Sourav Sanyal

We asked what felt off about AI voices, you told us. We’re fixing it.

by

Over the past few months, we’ve been talking to a lot of you using Velo.

Real conversations, and people trying it out, sending clips, pointing things out.

And almost everyone said some version of the same thing: “It sounds like me but something feels missing.”

At first, we thought it was about accuracy. Maybe the voice wasn’t close enough. But the more we listened, the clearer it became - that wasn’t the issue.

The issue was how it felt. The tone stays a bit too samey. The emphasis doesn’t always land where you expect it to. And the little natural shifts that make your voice yours just aren’t fully there yet. It sounds right, but it doesn’t feel alive.

So we went back and started reworking how we think about voice cloning at Velo. Not just matching how you sound, but capturing how you express. The way your voice changes when you’re explaining something, when you’re just talking casually, or when you actually care about what you’re saying.

That’s what we’re building now. The next version of Velo is focused on higher fidelity voice cloning. More nuance. Better pacing. More natural expression.

Something that doesn’t feel like a generated voice reading your script, but closer to you actually speaking.

We’re still building it, but it’s coming together fast. We’re planning to ship this soon.

If you’ve used Velo before, we’d love to know - what do you think about Velo's voice cloning or other workflows? What would make it feel right?

We’re listening.

211 views

Add a comment

Replies

Best
Judit

Totally agree. The problem isn’t accuracy anymore, it’s expression.
The “it sounds like me but doesn’t feel like me” is exactly where most tools break.

Elena K

This feels like exactly the right insight.

“Sounds like me” and “feels like me” are completely different product thresholds. A lot of AI products can get surprisingly far on resemblance, but people notice very quickly when expression, emotional timing, and natural variation are missing.

That’s where the uncanny feeling usually lives - not in the obvious errors, but in the absence of subtle life.

We think about something similar at SpeakUp
In any workflow connected to people, communication, and trust, the missing layer is often not functionality - it’s nuance.

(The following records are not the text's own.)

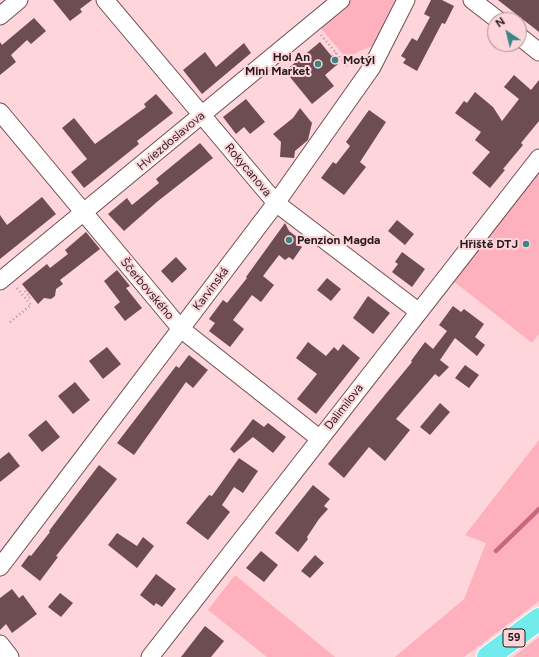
<!DOCTYPE html>
<html>
<head>
<meta charset="utf-8">
<style>
  body { margin:0 }
  #map { position:relative; width:539px; height:657px; overflow:hidden; background:#fdd5da; font-family:Figtree,sans-serif }
  canvas { display:block }
  .north { position:absolute; left:487px; top:12px; width:40px; height:40px; box-sizing:border-box; background:#fdd5da; border:1px solid #a88b8e; border-radius:50%; rotate:325deg; font-size:11px; font-weight:700; line-height:16px; text-align:center; color:#291b1d }
  .north::after { content:''; display:block; margin:auto; width:14px; height:18px; background:#3c8485; clip-path:polygon(50% 0,100% 100%,50% 72%,0 100%) }
</style>
</head>
<body>
<div id="map">
<canvas width="539" height="657"></canvas>
<div class="north">N</div>
</div>
<script>
const g = document.querySelector('canvas').getContext('2d');
g.lineJoin = 'round';
function fillPath(path, color) { g.fillStyle = color; g.fill(path, 'evenodd'); }
function stroke(path, color, width, dash) { g.strokeStyle = color; g.lineWidth = width; g.lineCap = dash ? 'butt' : 'round'; g.setLineDash(dash || []); g.stroke(path); }
function write(font, color, halo, rows, align = 'center') {
  g.font = font + ' Figtree,sans-serif'; g.lineWidth = 4; g.setLineDash([]); g.textBaseline = 'middle'; g.strokeStyle = halo; g.fillStyle = color; for (const [text, x, y, turn = 0] of rows) {
    g.save(); g.translate(x, y); g.rotate((+turn || 0) * Math.PI / 180); g.textAlign = isNaN(turn) ? turn : align; if (halo) g.strokeText(text, 0, 0); g.fillText(text, 0, 0); g.restore();
  }
}
fillPath(new Path2D(`
  M350 0H399L376 45 359 51 347 59 319 26Z
  M539 169V334L532 343 452 280Z
  M539 440V601L464 657H395L464 599 486 543 465 535Z
  M235 575 335 657H267L208 610Z
  M539 637V657H513Z`), '#ffb0bd');
stroke(new Path2D(`
  M496 551 539 509`), '#c8687b', 4.5);
fillPath(new Path2D(`
  M53 0H92L80 9 82 12 70 21Z
  M431 0H442L454 6 445 24 442 23 417 71 403 63 406 59 401 56 412 38 417 41 430 17 424 14Z
  M498 0H539V32Z
  M34 18 46 31 31 44 27 40 11 55 16 62 0 75V42L2 45Z
  M320 42 338 64 325 75 334 86 312 104 285 71Z
  M244 43 251 53 202 94 183 70 205 52 216 67Z
  M514 75 531 90 539 80V121L521 143 523 145 503 169 505 170 490 188 472 173 490 152 475 140 481 132 455 113 464 101 467 103 475 92 493 107 502 121 519 99 504 87Z
  M156 94 173 113 137 141 139 144 84 188 71 172 87 159 62 128 74 118 95 144 146 107 144 104Z
  M246 99 265 122 250 134 244 127 236 134 223 117Z
  M300 108 312 123 308 140 295 151 294 158 280 157 281 142 273 134 293 118Z
  M369 110 386 122 360 162 366 167 344 195 321 178 333 162 336 164 350 146 346 142Z
  M200 143 213 158 158 201 124 231 108 214 127 198 132 205 159 183 156 179Z
  M42 197 56 214 0 259V215L7 225Z
  M397 220 414 234 405 245 388 231Z
  M285 223 289 231 301 240 299 245 302 247 293 260 289 257 285 260 279 255 263 276 274 285 261 302 252 295 233 320 244 329 230 347 209 331 215 323 209 319 223 300 227 303 247 278 246 277Z
  M86 232 100 249 60 280 63 284 56 289 55 296 51 299 44 298 38 304 22 284 47 264 50 268 68 254 65 250Z
  M402 252 425 269 412 287 392 272 398 264 395 262Z
  M176 257 187 269 172 283 161 271Z
  M117 270 130 286 126 288 142 308 125 321 114 307 120 302 104 281Z
  M327 278 341 289 331 301 317 290Z
  M368 296 390 313 373 334 353 318Z
  M453 306 461 312 464 309 484 324 475 337 485 345 477 356 455 338 440 360 449 367 439 377 435 374 396 419 410 430 385 461 369 447 344 478 328 464 412 362 411 361 425 342 433 349 447 331 439 325Z
  M308 342 326 356 334 347 338 351 343 344 360 358 316 414 297 399 317 374 296 358Z
  M107 347 121 364 103 379 89 361Z
  M189 355 208 370 193 388 186 382 134 455 117 443 176 366 179 368Z
  M465 365 479 375 469 388 455 378Z
  M75 382 90 400 73 414 58 396Z
  M440 403 450 412 430 435 420 427Z
  M253 419 264 427 268 423 286 437 273 453 253 437 234 453 230 449Z
  M46 420 60 437 42 452 28 435Z
  M9 452 20 466 0 482V459Z
  M239 458 258 471 243 493 234 487 222 505 230 512 208 540 186 523 209 495 212 496Z
  M99 465 117 479 56 556 58 557 40 581 21 566 29 555 31 556 50 532 49 531Z
  M313 485 330 499 324 506 328 509 319 519 307 537 308 539 298 552 275 533Z
  M117 533 137 546 143 537 154 546 137 568 108 545Z
  M261 551 278 565 264 582 246 568Z
  M315 555 324 563 310 578 301 571Z
  M156 574 176 589 162 607 156 603 154 606 140 595Z
  M12 589 19 598 23 595 37 614 12 633 6 624 0 630V598Z
  M60 593 73 603 61 617 48 607Z
  M205 626 224 641 211 657H181Z`), '#6d4c52');
const minor = new Path2D(`
  M105 0 276 203 419 312
  M472 0 498 20
  M0 16 19 0
  M519 36 539 52
  M0 112 181 329 320 439
  M0 281 341 0
  M0 567 276 203 372 67 406 0
  M0 644 10 657
  M150 657 539 158`);
const primary = new Path2D(`
  M488 657 539 619`);
stroke(minor, '#6f4e53', 19);
stroke(primary, '#fff', 24);
stroke(new Path2D(`
  M321 35 347 66
  M332 56 336 53
  M25 291 30 297 27 300
  M10 322 31 305 16 287`), '#b5969a', 2.5, [1, 3]);
stroke(minor, '#fff', 17);
stroke(primary, '#71ebec', 22);
for (const [x, y, r, color] of [
  [335,60,4,"#3c8485"],
  [318,64,4,"#3c8485"],
  [289,240,4,"#3c8485"],
  [526,244,4,"#3c8485"]
]) { const dot = new Path2D(); dot.arc(x, y, r, 0, 2 * Math.PI); g.fillStyle = color; g.fill(dot); stroke(dot, '#fdd5da', 1.5); }
for (const [x, y, w] of [
  [514,638,22]
]) { const box = new Path2D(); box.roundRect(x - w / 2, y - 9, w, 18, 3); g.fillStyle = '#fdd5da'; g.fill(box); stroke(box, '#291b1d', 1); }
write('bold 11px', '#291b1d', null, [
  ["59",514,638]
]);
write('bold 12px', '#291b1d', '#fdd5da', [
  ["Hoi An",310,57],
  ["Mini Market",310,71],
  ["Motýl",343,60,"left"],
  ["Penzion Magda",297,240,"left"],
  ["Hřiště DTJ",518,244]
], 'right');
write('12px', '#291b1d', '#fdd5da', [
  ["Hviezdoslavova",171,141,-40],
  ["Rokycanova",248,170,50],
  ["Ščerbovského",147,289,50],
  ["Karvinská",211,289,-53],
  ["Dalimilova",344,407,-52]
]);
</script>
</body>
</html>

Really strong direction. If you can make voice cloning feel less like playback and more like presence, that’s a meaningful leap.

Sai Tharun Kakirala

The uncanny valley of AI voices is so real. The specific thing that gets me is the rhythm - most AI voices nail individual word pronunciation but miss the natural flow of how humans accelerate or slow down across a sentence based on meaning and emphasis. It ends up feeling like someone reading words rather than saying them. Building Hello Aria (text-based AI assistant via WhatsApp and iOS), we deliberately stayed text-first partly for this reason - the text medium has more tolerance for AI-style communication than voice does. But the teams cracking the voice problem are doing something genuinely hard. Really looking forward to hearing how the fixes you're shipping actually change the listening experience.